Eleven independent reviewers were responsible for study selection, and three for data extraction. The methodological quality of the included studies was assessed using JBI checklists.

A meta-analysis was then performed using Stata software, which reported standardized mean differences (SMDs) as the effect measure, with the quality of evidence evaluated using the GRADE approach.

From an initial screening of 3289 articles, ten studies met our inclusion criteria, with eight suitable for meta-analysis.

These studies encompassed data from 2245 participants.

Our findings revealed that telehealth interventions significantly reduced healthcare utilization (SMD: −0.49; 95% CI: −0.76 to −0.22; p < 0.01, GRADE: low certainty), significantly enhanced HRQOL (SMD: 0.18; 95% CI: 0.01 to 0.35; p = 0.04, GRADE: moderate certainty), and significantly improved well-being (SMD: −0.31; 95% CI: −0.47 to −0.15; p < 0.01, GRADE: moderate certainty) compared to in-person care.

Thus, telehealth emerges as a viable alternative to conventional care, significantly reducing healthcare utilization and enhancing both HRQOL and well-being for homebound people.
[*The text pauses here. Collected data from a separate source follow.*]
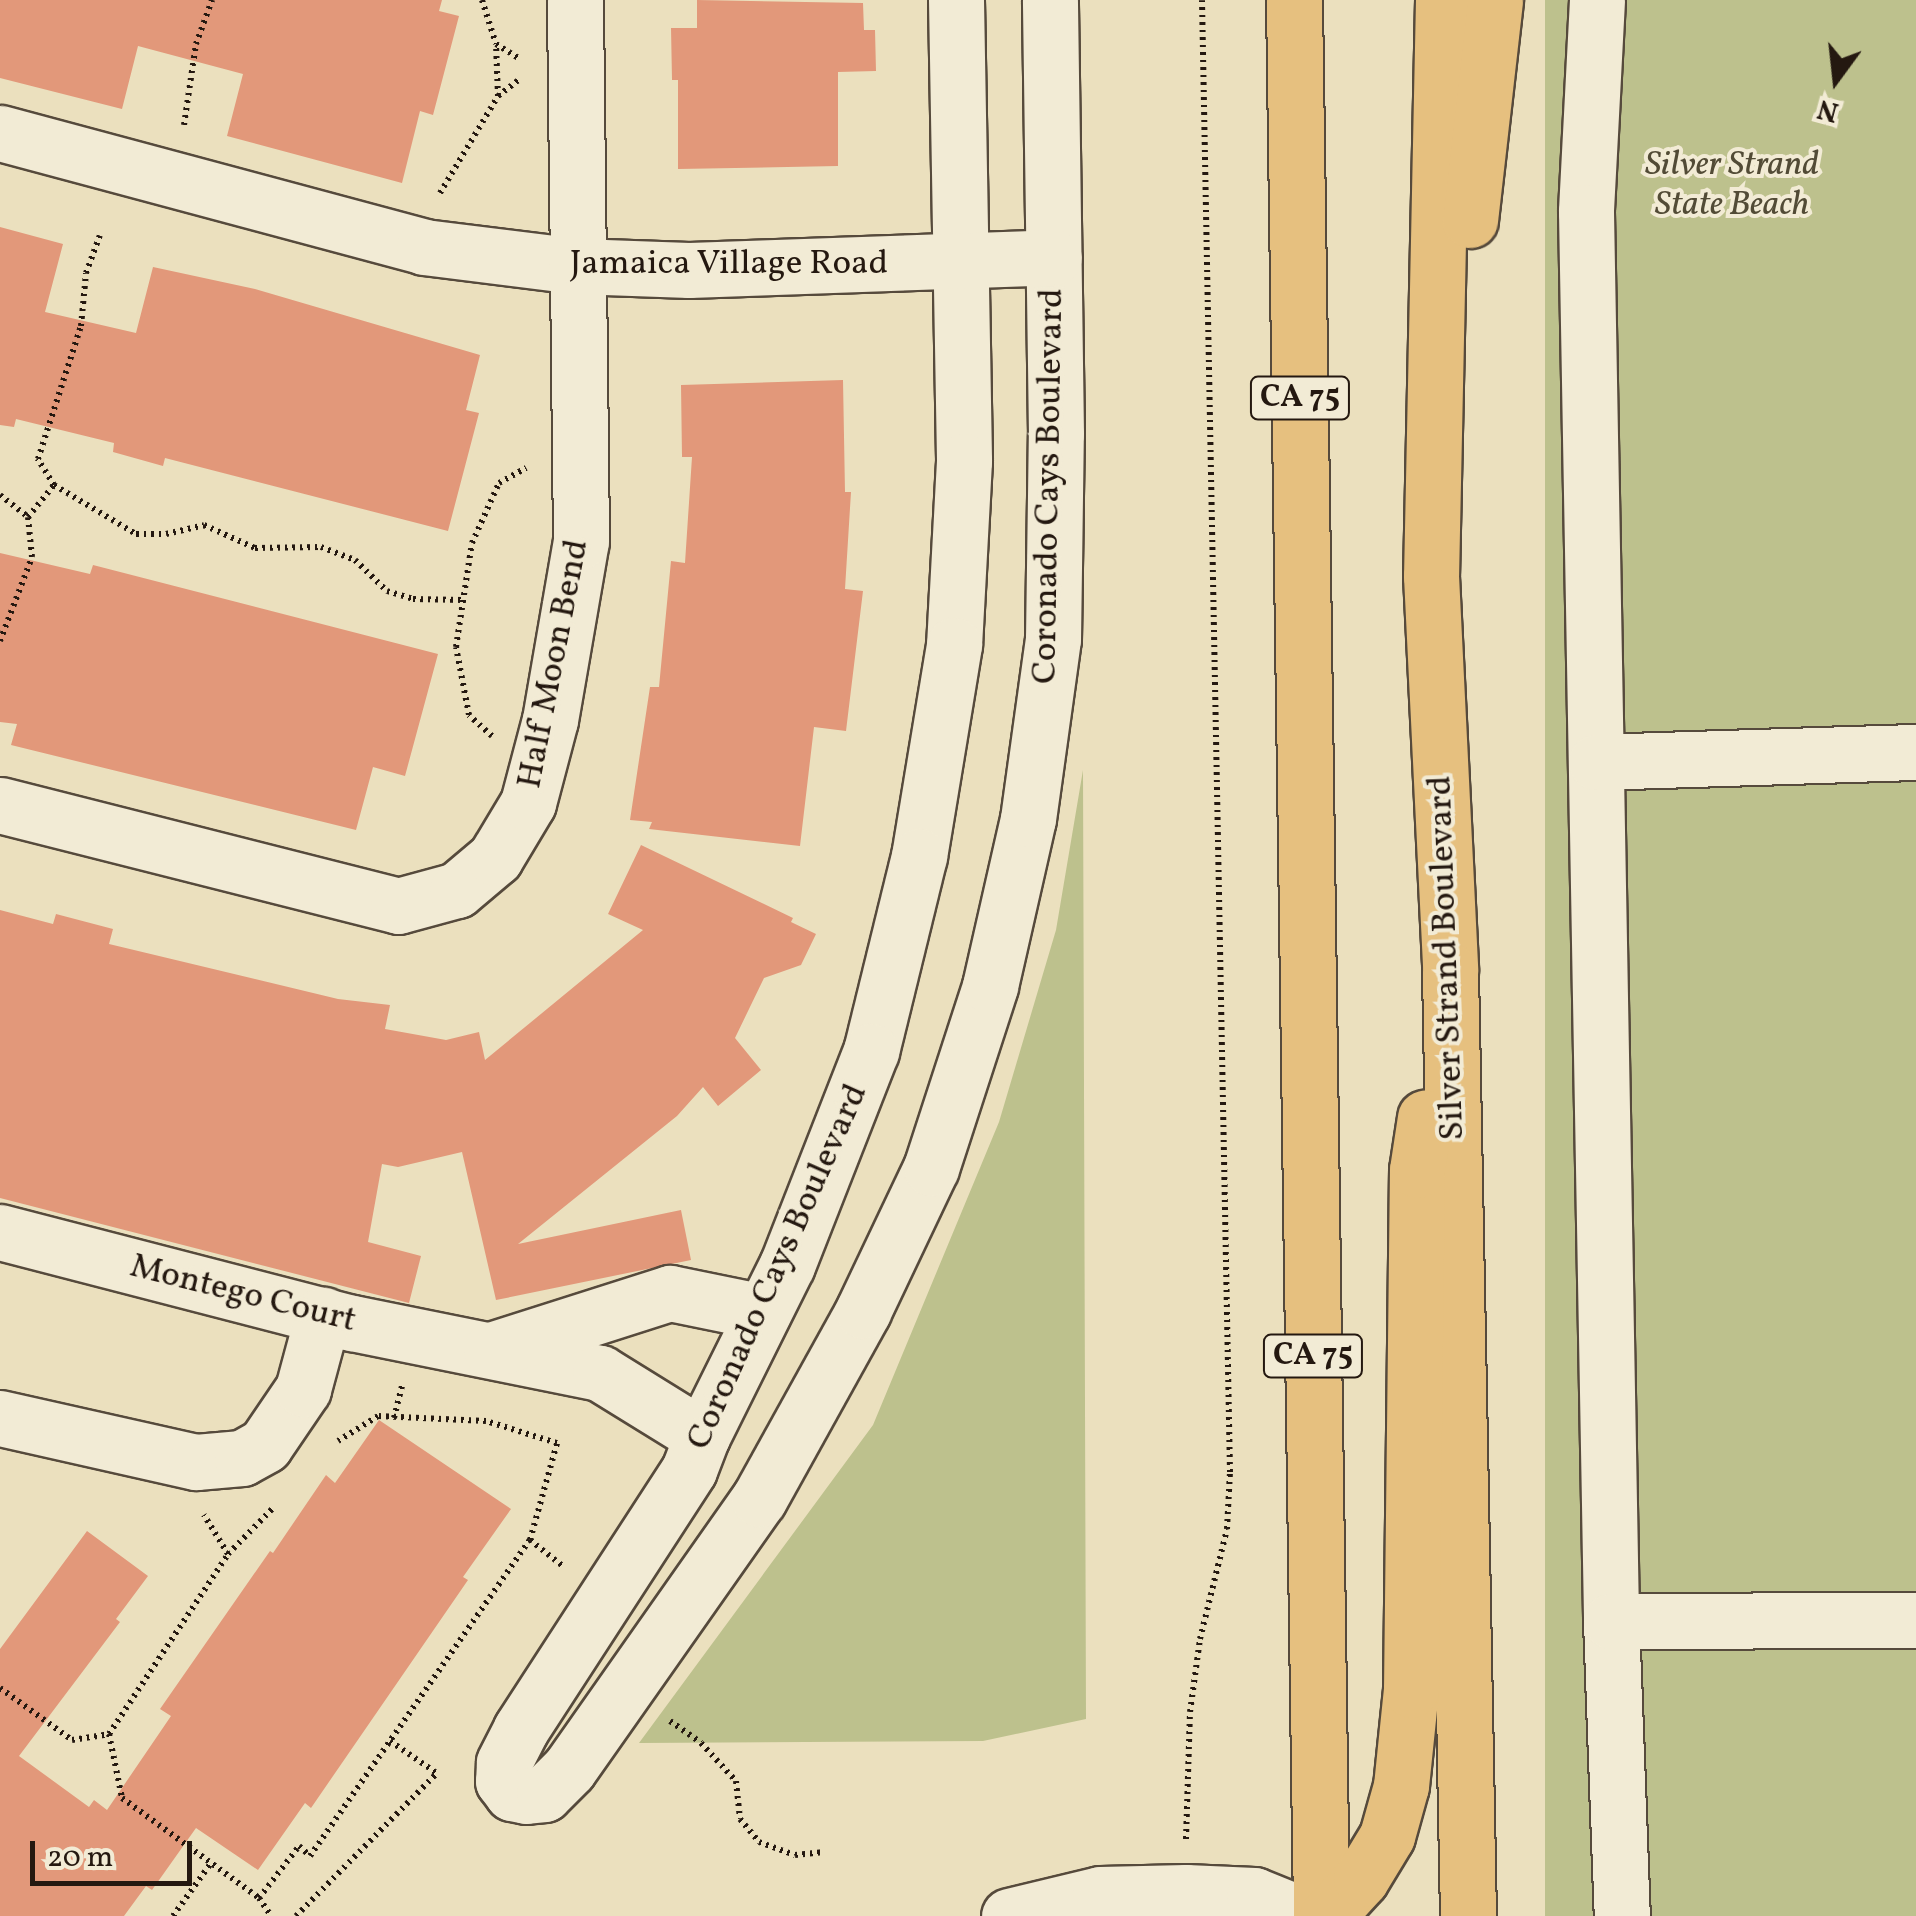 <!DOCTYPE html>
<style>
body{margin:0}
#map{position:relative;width:1916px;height:1916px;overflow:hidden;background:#ebe0be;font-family:Vollkorn,serif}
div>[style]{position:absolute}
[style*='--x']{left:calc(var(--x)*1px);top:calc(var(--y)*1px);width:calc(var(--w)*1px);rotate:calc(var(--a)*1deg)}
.green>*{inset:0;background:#bdc18d;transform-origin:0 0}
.building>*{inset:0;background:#e2987a}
.path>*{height:6px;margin-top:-3px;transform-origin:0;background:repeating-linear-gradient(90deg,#241810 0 2.5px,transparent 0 7.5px)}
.roads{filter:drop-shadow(2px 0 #564a3c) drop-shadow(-2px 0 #564a3c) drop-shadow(0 2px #564a3c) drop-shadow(0 -2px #564a3c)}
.minor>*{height:55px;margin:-27.5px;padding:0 27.5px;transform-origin:27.5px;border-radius:27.5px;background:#f2ebd5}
.highway>*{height:55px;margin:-27.5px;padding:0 27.5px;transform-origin:27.5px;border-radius:27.5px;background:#e6c07f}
span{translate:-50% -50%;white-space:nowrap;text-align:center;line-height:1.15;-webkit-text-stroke:8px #f2ebd5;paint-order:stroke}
.shield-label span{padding:2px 8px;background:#f2ebd5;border:2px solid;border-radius:8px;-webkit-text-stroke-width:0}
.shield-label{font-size:32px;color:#241810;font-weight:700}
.park-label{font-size:35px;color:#524b36;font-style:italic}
.street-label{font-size:35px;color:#241810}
.north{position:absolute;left:1786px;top:30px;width:100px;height:100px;-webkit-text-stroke:8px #f2ebd5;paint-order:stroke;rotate:195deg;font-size:28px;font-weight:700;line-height:40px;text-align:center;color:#241810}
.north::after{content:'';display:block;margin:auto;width:35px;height:45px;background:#241810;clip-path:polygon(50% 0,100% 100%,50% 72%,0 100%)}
.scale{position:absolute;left:30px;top:1841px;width:162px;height:45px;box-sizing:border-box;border:5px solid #241810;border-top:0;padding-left:12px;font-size:30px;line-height:35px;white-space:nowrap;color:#241810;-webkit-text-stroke:8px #f2ebd5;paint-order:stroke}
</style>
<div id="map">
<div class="green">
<i style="left:1545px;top:0;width:371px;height:1916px"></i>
<i style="clip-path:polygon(1083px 770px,1086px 1719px,983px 1741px,639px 1743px,873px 1425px,999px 1122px,1056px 930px)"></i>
</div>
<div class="building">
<i style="clip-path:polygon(0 0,442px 0,439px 11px,459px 16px,433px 115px,420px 111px,402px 183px,227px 136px,243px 74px,138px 46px,122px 109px,0 78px)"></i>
<i style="clip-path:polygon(697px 0,863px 3px,864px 30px,875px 30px,876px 71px,838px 72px,838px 166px,678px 169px,678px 80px,672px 80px,671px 28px,697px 28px)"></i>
<i style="clip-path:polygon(0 227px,63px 244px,45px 312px,136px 333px,153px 267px,255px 289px,480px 355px,466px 410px,479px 413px,448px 531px,165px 458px,163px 466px,113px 452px,114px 443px,16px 419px,14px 427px,0 425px)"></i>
<i style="clip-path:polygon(843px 380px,845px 492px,851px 492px,845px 589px,863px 591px,846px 731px,814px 727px,800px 846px,649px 829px,652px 822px,630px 820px,650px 687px,659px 687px,671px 561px,685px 563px,692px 457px,682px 457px,681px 385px)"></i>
<i style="clip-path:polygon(0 553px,90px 574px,93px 565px,438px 654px,405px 776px,373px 767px,356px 830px,11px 745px,17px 724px,0 722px)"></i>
<i style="clip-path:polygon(641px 845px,793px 918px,791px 922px,816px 934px,801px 965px,764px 978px,735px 1038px,761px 1070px,718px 1106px,703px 1087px,677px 1116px,518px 1244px,681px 1210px,691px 1260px,496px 1300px,462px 1152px,398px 1167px,382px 1164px,368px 1242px,421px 1256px,409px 1303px,0 1198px,0 910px,53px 924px,56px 914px,113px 929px,109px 944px,338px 999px,390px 1005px,385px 1029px,446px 1040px,479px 1032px,485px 1060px,643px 930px,608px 914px)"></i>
<i style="clip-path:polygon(379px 1420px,511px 1509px,463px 1577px,468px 1580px,311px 1808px,305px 1803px,258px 1870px,196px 1828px,152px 1890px,146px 1886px,124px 1916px,0 1916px,0 1649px,87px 1531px,148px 1576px,116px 1619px,120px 1622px,19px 1756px,89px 1807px,94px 1800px,107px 1810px,171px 1716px,160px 1709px,270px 1551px,273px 1553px,326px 1475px,335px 1483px)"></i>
</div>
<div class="path">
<i style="--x:482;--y:0;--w:46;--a:72.3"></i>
<i style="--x:498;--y:96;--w:52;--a:-92.2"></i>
<i style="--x:496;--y:44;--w:28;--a:32"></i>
<i style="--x:184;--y:125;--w:82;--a:-81.6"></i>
<i style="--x:196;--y:44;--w:47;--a:-70"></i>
<i style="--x:440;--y:193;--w:113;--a:-59.1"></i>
<i style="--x:498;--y:96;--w:29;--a:-38"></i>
<i style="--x:54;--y:485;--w:31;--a:-122"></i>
<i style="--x:38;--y:459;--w:140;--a:-72.1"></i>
<i style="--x:81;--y:326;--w:53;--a:-84.6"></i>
<i style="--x:86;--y:273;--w:40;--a:-69.8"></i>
<i style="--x:0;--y:495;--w:36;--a:38"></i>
<i style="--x:0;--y:641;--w:90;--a:-69.1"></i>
<i style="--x:32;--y:557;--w:40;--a:-95.7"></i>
<i style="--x:28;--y:517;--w:41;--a:-50.9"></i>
<i style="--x:54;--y:485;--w:96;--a:30.9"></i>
<i style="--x:136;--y:534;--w:30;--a:0"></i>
<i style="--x:166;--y:534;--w:39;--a:-13"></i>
<i style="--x:204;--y:525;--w:56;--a:24.3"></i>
<i style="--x:255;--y:548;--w:66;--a:-0.9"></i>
<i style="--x:321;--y:547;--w:36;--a:21"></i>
<i style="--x:355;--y:560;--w:45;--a:44.1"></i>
<i style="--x:387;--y:591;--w:27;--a:17"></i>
<i style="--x:413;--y:599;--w:50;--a:1.1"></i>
<i style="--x:492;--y:736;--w:31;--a:-138"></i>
<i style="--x:469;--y:715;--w:69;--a:-100.8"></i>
<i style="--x:456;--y:647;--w:105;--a:-81.3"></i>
<i style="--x:472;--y:543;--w:66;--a:-65.8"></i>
<i style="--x:499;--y:483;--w:31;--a:-29"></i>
<i style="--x:394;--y:1418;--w:33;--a:-76"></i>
<i style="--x:530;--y:1540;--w:43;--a:38.5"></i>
<i style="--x:228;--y:1554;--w:66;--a:-45.6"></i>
<i style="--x:0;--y:1688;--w:89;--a:35.8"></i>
<i style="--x:72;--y:1740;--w:37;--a:-9"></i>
<i style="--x:109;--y:1734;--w:216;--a:-56.5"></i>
<i style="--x:228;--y:1554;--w:46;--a:-121.6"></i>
<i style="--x:670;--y:1721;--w:38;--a:35"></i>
<i style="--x:701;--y:1743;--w:52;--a:47.4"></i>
<i style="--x:736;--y:1781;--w:38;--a:84"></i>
<i style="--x:740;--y:1819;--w:30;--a:50"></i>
<i style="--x:759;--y:1842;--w:38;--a:20"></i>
<i style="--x:795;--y:1855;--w:27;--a:-6"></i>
<i style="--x:109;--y:1734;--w:65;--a:78.5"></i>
<i style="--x:122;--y:1798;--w:170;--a:36.1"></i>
<i style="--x:259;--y:1898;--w:66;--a:-52.4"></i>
<i style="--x:299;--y:1846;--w:15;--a:42"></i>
<i style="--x:310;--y:1856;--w:385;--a:-55.2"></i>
<i style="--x:530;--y:1540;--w:101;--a:-74.4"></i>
<i style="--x:557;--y:1443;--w:74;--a:-162.8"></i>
<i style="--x:486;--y:1421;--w:108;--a:-177.3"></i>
<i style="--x:378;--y:1416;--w:47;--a:148"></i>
<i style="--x:390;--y:1741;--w:58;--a:34.5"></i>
<i style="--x:1186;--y:1839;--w:127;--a:-88.2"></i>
<i style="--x:1190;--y:1712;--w:74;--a:-82.2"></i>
<i style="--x:1200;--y:1639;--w:113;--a:-76.2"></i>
<i style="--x:1227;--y:1529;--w:57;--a:-87"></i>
<i style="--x:1230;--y:1472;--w:1472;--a:-91.09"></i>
<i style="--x:259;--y:1898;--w:22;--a:56"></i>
<i style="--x:173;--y:1916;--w:65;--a:-54.4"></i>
<i style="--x:296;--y:1916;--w:199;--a:-45.4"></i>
</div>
<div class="roads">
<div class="minor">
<i style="--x:956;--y:0;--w:461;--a:89"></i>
<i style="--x:964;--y:461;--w:184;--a:93.1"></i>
<i style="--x:954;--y:645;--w:214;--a:99.4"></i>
<i style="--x:919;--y:856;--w:201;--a:103.8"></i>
<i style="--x:871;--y:1051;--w:230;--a:111.4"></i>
<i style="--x:787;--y:1265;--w:191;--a:116.4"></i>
<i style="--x:702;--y:1436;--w:36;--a:111"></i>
<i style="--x:689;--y:1470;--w:309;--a:123"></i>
<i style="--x:521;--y:1729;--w:38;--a:117"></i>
<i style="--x:504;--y:1763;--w:18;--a:93"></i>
<i style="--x:503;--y:1781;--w:15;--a:53"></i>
<i style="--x:512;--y:1793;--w:14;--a:12"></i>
<i style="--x:526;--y:1796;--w:18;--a:-6"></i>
<i style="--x:544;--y:1794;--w:35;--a:-45"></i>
<i style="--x:569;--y:1769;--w:330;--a:-54.9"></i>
<i style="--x:759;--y:1499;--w:215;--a:-61"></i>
<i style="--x:863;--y:1311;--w:158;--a:-64.6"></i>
<i style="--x:931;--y:1168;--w:191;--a:-72"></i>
<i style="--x:990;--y:986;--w:171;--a:-77.2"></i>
<i style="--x:1028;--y:819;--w:182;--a:-82.1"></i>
<i style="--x:1053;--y:639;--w:205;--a:-89.2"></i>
<i style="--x:1056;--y:434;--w:434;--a:-90.8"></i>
<i style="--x:1597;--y:0;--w:212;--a:93"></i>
<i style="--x:1586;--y:212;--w:1409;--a:88.98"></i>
<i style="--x:1611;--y:1621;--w:295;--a:87.9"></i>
<i style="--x:0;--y:133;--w:439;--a:15"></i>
<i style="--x:424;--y:247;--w:153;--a:7.1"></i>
<i style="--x:576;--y:266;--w:113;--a:2"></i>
<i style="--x:689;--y:270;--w:365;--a:-2"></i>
<i style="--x:1596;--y:762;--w:320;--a:-1.8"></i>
<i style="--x:0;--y:805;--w:411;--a:14.2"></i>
<i style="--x:398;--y:906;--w:61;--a:-15.2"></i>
<i style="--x:457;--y:890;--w:50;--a:-40.1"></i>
<i style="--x:495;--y:858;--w:64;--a:-59"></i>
<i style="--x:528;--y:803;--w:86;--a:-75.2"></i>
<i style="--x:550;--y:720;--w:182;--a:-80.2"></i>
<i style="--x:581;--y:541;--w:541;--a:-90.64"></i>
<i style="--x:0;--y:1232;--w:364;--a:14.5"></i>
<i style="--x:352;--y:1323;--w:253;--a:11.4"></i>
<i style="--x:600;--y:1373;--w:120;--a:31.7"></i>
<i style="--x:491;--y:1350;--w:188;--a:-17.7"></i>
<i style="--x:670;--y:1293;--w:95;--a:11.5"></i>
<i style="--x:0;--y:1418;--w:201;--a:12.7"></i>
<i style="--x:196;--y:1462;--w:46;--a:-5"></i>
<i style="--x:242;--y:1458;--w:26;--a:-29"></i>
<i style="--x:265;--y:1445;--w:68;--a:-55.8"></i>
<i style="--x:303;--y:1389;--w:77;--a:-74.9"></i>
<i style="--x:1611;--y:1621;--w:305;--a:-0.2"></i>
<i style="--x:1009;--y:1916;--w:94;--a:-13.6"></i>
<i style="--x:1100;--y:1894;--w:86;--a:-1.3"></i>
<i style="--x:1186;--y:1892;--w:68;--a:2.5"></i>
<i style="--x:1254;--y:1895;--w:56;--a:22"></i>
</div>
<div class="highway">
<i style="--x:1294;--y:0;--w:1916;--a:89.19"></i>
<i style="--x:1443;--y:0;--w:576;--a:91.19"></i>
<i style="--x:1431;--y:576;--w:395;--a:87.2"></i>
<i style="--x:1450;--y:971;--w:945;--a:88.91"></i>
<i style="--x:1470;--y:220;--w:221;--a:-83.5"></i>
<i style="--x:1327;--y:1916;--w:50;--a:-47.4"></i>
<i style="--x:1361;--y:1879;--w:50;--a:-58.8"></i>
<i style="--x:1387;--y:1836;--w:52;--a:-74.4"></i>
<i style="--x:1401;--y:1786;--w:97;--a:-84.1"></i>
<i style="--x:1411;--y:1690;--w:520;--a:-89.34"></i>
<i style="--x:1417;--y:1170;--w:53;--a:-81.3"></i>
</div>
</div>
<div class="shield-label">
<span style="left:1300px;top:398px">CA 75</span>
<span style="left:1313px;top:1356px">CA 75</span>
</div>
<div class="park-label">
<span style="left:1732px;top:185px">Silver Strand<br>State Beach</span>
</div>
<div class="street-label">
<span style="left:729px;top:264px">Jamaica Village Road</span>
<span style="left:1049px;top:486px;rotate:-89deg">Coronado Cays Boulevard</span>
<span style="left:554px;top:664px;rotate:-79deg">Half Moon Bend</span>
<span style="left:1447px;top:958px;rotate:-92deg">Silver Strand Boulevard</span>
<span style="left:778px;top:1267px;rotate:-66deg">Coronado Cays Boulevard</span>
<span style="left:243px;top:1294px;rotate:14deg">Montego Court</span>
</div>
<div class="north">N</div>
<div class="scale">20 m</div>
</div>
These findings underscore the potential of telehealth to mitigate healthcare disparities and emphasize the need for accessible, equitable telehealth services codeveloped with end users and relevant stakeholders to save resources and maximize health outcomes for vulnerable populations in community settings.

 
I have minimal trust in the assessment of bias. Choi et al [59] was rated as perfect.

Turns out, the it was a study comparing video calls of «behavioural activation» and «friendly visit». Obviously it’s impossible to blind such a study, because the participants will know which group they are in. As expected, all of the outcomes were subjective.

Not unsurprisingly, the Tele-BA intervention included psycheducation about how fabulous this intervention is and what the participants should do. They also got daily tasks to do, so the interventions were not similar in intensity.


I can’t be bothered checking the rest if this is what the best one looked like. It’s a charade.